Altara, an AI startup focused on physical sciences data infrastructure, has raised $7 million in a seed round led by Greylock, with participation from Neo, BoxGroup, Liquid 2 Ventures, and Jeff Dean.
Founded in 2025, the company is building an AI layer designed to consolidate fragmented engineering and laboratory data, addressing inefficiencies in sectors such as batteries, semiconductors, and medical devices where critical information is often siloed across legacy systems and spreadsheets.
What The Company Does
Altara develops an AI-powered platform that integrates and structures technical data generated in physical science and engineering workflows. In industries like battery development or semiconductor manufacturing, large volumes of sensor readings, test logs, and failure reports are typically stored across disconnected systems, making root-cause analysis slow and manual.
The company positions its technology as an intelligence layer that connects these disparate data sources into a unified system. This allows engineers and scientists to more quickly identify failure patterns, trace anomalies, and understand performance issues without manually cross-referencing multiple databases.
As co-founder Catherine Yeo explained, teams working on battery development often need to investigate failures by manually reviewing sensor logs, environmental conditions such as temperature and humidity, and historical test data. Altara aims to reduce this process from weeks of investigation to minutes of automated analysis.
Market Context / Industry Background
The demand for AI systems in physical sciences is growing as industrial R&D becomes increasingly data-heavy. Sectors such as advanced manufacturing, clean energy, and semiconductor production generate complex datasets that are essential for product optimization but remain difficult to operationalize due to fragmentation and outdated infrastructure.
In parallel, a new wave of startups is emerging to address this gap, including companies such as Periodic Labs and Radical AI, which are focusing on AI-driven scientific discovery. However, approaches vary significantly across the sector. While some startups aim to rebuild research and development workflows from the ground up, others are focusing on integration with existing industrial systems.
Altara’s approach aligns with the latter, emphasizing compatibility with established workflows rather than replacing them. This reflects a broader industry trend where AI adoption in traditional engineering environments is increasingly focused on augmentation rather than full system replacement.

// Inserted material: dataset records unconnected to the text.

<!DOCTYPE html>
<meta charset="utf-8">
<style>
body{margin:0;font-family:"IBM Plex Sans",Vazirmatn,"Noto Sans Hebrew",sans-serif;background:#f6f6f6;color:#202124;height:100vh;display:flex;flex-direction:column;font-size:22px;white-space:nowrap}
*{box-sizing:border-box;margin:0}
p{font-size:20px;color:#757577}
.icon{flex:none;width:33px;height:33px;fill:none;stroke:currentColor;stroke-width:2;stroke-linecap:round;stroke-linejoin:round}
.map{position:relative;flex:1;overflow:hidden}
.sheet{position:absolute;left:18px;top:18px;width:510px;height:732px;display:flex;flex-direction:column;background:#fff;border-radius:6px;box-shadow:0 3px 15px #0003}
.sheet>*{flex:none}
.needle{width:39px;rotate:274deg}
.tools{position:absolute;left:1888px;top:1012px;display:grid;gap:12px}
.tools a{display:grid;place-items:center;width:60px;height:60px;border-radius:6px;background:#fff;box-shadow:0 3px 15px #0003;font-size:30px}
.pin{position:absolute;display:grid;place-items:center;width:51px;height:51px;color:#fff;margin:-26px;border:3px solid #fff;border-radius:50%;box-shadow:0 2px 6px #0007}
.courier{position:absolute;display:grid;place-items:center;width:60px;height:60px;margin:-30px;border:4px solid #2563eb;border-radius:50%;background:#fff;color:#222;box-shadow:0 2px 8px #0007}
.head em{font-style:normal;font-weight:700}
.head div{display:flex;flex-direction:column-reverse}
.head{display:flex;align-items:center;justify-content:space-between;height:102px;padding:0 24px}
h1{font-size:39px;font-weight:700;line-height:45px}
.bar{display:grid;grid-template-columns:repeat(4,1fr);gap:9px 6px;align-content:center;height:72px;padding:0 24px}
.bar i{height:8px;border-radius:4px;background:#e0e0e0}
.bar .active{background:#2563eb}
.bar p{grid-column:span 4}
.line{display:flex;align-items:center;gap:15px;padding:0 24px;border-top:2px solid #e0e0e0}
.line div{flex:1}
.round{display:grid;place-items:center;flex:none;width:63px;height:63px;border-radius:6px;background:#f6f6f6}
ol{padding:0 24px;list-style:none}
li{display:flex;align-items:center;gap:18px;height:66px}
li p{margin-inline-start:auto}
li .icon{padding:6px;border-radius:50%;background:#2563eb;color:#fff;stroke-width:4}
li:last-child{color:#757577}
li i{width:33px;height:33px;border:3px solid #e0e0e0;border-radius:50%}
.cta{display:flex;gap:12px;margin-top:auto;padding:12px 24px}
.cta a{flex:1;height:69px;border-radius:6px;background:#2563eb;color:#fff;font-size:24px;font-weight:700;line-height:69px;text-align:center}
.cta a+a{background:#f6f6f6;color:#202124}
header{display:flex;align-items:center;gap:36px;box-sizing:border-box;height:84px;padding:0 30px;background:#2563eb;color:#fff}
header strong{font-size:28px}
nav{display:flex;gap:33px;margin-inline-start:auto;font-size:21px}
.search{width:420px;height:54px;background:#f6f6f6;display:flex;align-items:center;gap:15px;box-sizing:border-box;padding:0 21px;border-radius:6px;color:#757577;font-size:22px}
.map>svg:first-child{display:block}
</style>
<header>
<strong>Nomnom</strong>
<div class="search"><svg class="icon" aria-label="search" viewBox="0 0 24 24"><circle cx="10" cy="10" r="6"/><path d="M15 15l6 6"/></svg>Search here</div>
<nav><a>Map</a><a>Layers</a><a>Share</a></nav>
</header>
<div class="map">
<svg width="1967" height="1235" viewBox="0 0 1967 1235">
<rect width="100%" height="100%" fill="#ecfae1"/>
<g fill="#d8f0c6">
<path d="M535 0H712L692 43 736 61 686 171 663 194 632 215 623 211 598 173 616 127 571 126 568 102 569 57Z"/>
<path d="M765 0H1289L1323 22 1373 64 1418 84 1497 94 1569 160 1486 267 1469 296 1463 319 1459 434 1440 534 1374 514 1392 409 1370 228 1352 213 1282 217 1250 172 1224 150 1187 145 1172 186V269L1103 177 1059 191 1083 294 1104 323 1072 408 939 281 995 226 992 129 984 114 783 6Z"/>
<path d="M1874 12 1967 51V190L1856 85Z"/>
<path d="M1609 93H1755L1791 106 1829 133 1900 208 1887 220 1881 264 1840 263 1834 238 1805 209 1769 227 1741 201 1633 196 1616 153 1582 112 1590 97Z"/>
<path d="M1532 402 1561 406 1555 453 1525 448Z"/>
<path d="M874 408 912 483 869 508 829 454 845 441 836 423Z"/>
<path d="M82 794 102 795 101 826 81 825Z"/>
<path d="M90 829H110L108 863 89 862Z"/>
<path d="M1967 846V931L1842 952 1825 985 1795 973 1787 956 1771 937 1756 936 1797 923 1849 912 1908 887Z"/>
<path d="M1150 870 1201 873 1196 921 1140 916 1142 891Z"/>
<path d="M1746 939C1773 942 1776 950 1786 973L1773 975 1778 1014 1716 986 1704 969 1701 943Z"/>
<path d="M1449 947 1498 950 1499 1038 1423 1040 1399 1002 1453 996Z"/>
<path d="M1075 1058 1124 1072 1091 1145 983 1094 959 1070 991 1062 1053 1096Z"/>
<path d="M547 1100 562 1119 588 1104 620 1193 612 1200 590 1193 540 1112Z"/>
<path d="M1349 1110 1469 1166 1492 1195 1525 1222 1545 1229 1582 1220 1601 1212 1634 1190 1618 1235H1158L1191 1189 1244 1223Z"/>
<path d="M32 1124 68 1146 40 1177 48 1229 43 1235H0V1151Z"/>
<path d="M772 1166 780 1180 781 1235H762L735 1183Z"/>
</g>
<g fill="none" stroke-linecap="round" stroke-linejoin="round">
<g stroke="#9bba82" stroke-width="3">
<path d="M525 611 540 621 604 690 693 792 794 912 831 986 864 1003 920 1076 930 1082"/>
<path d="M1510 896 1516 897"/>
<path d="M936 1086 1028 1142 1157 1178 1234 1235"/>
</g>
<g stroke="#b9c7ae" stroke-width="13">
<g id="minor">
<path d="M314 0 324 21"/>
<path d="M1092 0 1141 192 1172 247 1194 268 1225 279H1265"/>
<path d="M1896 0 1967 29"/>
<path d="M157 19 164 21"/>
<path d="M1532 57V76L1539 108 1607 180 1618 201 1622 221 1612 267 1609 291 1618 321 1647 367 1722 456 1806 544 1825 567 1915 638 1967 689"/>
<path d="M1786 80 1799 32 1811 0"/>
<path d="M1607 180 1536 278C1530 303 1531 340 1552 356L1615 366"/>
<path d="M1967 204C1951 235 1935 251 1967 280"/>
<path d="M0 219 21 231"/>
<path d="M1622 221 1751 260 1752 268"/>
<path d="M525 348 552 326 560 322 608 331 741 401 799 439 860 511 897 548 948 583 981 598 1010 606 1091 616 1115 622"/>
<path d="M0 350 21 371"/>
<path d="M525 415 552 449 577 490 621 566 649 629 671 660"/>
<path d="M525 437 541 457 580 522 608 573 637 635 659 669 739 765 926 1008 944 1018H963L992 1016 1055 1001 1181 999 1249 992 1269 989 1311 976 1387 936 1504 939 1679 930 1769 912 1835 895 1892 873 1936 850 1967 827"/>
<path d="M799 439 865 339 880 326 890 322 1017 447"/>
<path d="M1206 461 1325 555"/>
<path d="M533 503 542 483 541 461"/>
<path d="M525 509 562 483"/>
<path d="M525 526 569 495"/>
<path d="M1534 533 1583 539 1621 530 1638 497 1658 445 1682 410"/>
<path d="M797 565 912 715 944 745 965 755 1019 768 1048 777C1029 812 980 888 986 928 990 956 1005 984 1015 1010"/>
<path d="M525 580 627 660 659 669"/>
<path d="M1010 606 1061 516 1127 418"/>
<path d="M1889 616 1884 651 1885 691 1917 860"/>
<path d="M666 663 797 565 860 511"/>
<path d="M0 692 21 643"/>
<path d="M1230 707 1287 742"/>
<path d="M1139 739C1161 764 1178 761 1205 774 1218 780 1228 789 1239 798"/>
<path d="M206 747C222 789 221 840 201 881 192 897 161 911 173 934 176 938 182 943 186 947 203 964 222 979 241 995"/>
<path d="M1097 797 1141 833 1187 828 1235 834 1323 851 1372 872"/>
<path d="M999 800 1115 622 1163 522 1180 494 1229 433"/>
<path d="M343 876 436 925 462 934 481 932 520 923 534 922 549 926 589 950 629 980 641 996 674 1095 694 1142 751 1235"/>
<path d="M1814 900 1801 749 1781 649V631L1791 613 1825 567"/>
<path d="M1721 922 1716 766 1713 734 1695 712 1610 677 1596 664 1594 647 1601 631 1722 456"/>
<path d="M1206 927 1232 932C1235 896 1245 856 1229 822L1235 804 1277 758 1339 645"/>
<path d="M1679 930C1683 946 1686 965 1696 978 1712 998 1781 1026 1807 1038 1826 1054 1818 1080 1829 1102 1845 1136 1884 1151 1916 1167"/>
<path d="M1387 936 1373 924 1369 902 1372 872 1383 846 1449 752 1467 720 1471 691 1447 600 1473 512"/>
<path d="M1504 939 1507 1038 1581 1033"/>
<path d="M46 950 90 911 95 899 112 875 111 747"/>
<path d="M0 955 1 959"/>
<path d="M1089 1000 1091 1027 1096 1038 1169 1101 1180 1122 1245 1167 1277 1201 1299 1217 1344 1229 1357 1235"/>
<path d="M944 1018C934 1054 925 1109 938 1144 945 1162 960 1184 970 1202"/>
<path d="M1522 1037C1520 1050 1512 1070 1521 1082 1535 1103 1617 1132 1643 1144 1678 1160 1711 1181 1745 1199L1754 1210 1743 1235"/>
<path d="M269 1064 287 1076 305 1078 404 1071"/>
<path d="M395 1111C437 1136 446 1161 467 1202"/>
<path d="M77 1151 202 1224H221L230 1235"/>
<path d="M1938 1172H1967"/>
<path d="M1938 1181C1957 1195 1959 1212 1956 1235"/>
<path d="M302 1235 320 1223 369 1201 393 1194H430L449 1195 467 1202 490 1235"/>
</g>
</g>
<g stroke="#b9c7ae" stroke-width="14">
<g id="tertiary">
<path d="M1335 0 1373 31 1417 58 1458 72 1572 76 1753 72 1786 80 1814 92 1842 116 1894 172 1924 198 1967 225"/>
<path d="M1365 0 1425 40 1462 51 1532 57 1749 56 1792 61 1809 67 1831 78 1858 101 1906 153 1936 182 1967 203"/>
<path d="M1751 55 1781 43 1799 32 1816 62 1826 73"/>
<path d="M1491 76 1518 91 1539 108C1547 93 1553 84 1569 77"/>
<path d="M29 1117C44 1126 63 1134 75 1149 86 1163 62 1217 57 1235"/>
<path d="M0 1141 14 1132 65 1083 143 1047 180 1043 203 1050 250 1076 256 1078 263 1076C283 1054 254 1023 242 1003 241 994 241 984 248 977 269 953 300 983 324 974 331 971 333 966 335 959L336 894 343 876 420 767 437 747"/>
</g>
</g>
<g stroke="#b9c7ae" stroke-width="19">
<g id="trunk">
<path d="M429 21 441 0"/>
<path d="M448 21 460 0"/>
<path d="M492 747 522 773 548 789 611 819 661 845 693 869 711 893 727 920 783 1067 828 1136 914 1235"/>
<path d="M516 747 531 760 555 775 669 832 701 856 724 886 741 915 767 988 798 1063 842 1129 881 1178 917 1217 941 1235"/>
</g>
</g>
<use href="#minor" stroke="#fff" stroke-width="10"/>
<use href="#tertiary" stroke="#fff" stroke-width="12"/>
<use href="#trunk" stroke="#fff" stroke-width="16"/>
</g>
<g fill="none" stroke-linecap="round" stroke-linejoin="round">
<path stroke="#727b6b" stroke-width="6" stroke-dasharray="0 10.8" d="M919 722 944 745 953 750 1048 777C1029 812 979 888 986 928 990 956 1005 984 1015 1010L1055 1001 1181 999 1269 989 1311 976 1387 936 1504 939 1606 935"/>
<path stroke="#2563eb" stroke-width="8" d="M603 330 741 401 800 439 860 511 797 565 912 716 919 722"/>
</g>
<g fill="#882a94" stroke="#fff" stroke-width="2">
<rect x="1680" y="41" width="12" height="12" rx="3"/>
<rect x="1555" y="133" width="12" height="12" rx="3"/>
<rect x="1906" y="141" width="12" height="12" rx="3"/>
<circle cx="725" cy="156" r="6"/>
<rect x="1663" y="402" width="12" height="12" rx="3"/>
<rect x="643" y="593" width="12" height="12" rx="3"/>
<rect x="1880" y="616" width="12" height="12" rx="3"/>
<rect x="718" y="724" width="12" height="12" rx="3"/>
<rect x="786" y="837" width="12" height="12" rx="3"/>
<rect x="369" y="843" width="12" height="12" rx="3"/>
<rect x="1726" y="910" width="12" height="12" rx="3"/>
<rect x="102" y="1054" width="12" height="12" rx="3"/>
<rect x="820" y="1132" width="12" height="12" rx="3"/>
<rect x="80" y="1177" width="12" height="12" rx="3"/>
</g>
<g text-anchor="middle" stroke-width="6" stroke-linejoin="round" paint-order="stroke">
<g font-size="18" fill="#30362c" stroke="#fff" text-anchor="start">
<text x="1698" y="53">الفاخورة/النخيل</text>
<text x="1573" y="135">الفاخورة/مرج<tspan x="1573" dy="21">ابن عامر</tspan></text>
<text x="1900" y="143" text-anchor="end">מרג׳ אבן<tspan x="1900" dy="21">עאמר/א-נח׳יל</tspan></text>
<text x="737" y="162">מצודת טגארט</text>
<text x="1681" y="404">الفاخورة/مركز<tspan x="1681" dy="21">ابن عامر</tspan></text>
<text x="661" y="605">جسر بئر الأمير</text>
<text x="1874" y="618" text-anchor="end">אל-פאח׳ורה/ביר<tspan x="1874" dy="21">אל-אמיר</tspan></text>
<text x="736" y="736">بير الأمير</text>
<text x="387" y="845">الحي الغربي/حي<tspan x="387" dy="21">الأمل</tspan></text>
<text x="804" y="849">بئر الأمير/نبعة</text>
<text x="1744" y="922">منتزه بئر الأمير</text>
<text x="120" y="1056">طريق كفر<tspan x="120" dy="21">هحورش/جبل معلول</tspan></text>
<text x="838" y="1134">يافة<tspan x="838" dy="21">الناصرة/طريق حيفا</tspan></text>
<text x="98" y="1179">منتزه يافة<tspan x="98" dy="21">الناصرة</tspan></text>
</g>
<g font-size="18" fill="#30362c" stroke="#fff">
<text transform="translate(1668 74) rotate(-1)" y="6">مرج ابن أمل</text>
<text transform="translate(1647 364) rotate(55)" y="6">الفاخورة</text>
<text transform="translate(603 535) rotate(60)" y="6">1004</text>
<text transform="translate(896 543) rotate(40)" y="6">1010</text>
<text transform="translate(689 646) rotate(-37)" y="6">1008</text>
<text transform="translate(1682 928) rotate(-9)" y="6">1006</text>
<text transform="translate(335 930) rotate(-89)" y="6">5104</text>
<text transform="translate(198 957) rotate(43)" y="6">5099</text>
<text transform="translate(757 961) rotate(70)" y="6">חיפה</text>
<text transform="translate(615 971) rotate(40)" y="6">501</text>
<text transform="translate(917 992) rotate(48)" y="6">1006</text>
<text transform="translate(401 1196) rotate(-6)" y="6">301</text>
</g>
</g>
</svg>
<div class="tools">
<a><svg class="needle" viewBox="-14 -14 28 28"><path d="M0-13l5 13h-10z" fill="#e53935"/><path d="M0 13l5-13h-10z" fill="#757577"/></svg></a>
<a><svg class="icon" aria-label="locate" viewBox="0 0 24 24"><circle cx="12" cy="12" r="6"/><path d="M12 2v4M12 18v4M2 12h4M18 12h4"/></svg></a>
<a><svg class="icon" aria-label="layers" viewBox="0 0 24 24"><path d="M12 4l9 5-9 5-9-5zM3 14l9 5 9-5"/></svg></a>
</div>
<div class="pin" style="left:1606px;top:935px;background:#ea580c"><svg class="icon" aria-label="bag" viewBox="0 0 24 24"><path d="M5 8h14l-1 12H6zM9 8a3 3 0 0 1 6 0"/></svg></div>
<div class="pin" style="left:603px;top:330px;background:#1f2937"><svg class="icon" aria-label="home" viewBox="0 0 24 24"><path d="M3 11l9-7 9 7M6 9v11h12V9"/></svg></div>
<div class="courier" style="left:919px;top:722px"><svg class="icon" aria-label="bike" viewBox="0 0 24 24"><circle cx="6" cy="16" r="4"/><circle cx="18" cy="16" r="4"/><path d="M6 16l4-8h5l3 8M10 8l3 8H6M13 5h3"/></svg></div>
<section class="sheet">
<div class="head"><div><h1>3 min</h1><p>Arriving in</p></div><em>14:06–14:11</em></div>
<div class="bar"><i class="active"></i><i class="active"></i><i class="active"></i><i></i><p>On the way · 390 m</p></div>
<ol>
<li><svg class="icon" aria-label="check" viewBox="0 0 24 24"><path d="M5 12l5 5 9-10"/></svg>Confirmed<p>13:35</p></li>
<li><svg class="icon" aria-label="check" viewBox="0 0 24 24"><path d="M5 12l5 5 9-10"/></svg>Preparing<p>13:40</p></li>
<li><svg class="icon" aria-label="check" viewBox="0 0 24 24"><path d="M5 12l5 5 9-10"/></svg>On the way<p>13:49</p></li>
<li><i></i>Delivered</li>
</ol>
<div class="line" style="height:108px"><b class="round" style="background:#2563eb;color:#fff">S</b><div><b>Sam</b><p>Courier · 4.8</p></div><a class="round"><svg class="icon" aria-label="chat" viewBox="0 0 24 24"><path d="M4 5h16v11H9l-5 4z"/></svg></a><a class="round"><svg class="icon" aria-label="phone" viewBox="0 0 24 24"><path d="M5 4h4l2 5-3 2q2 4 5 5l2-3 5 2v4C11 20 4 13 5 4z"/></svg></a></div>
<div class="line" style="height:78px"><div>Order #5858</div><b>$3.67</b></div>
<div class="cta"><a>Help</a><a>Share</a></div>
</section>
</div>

Founder / Investor Commentary
Greylock partner Corinne Riley described Altara’s role in physical sciences as analogous to observability systems used in software engineering. “An SRE will go in, and they’ll go look at the observability stack of the company,” she said, referring to how software engineers diagnose outages by tracing code changes and system logs.
The comparison highlights Altara’s ambition to bring similar diagnostic capabilities to hardware systems. Just as software reliability engineers trace failures in digital systems, Altara aims to help engineers determine why physical systems such as batteries or semiconductor components fail in real-world conditions.
The investor also pointed to existing momentum in adjacent categories, including AI systems for software debugging such as Resolve, which has reached a $1.5 billion valuation. In this context, Altara is positioned as an early attempt to apply comparable intelligence layers to physical engineering domains.
Growth Plans / Use Of Funds
The $7 million seed round will be used to expand Altara’s engineering team and further develop its AI infrastructure for industrial applications. A key focus will be improving integration capabilities with existing enterprise data systems used in manufacturing and research environments.
The company’s strategy prioritizes deployment within existing industrial workflows rather than requiring organizations to replace established research or production systems. This lowers adoption barriers and allows Altara to embed its technology into current data pipelines used by engineering teams.
As AI adoption accelerates in scientific and industrial settings, Altara is positioning itself within what investors increasingly view as a foundational layer for next-generation physical science tooling.
About Altara
Altara is an AI infrastructure company focused on unifying and interpreting fragmented technical data in physical science and engineering environments. Founded in 2025, the company is headquartered in San Francisco. Its platform is designed to help engineers and researchers analyze complex datasets from systems such as batteries, semiconductors, and industrial devices, enabling faster diagnosis of failures and improved product development workflows.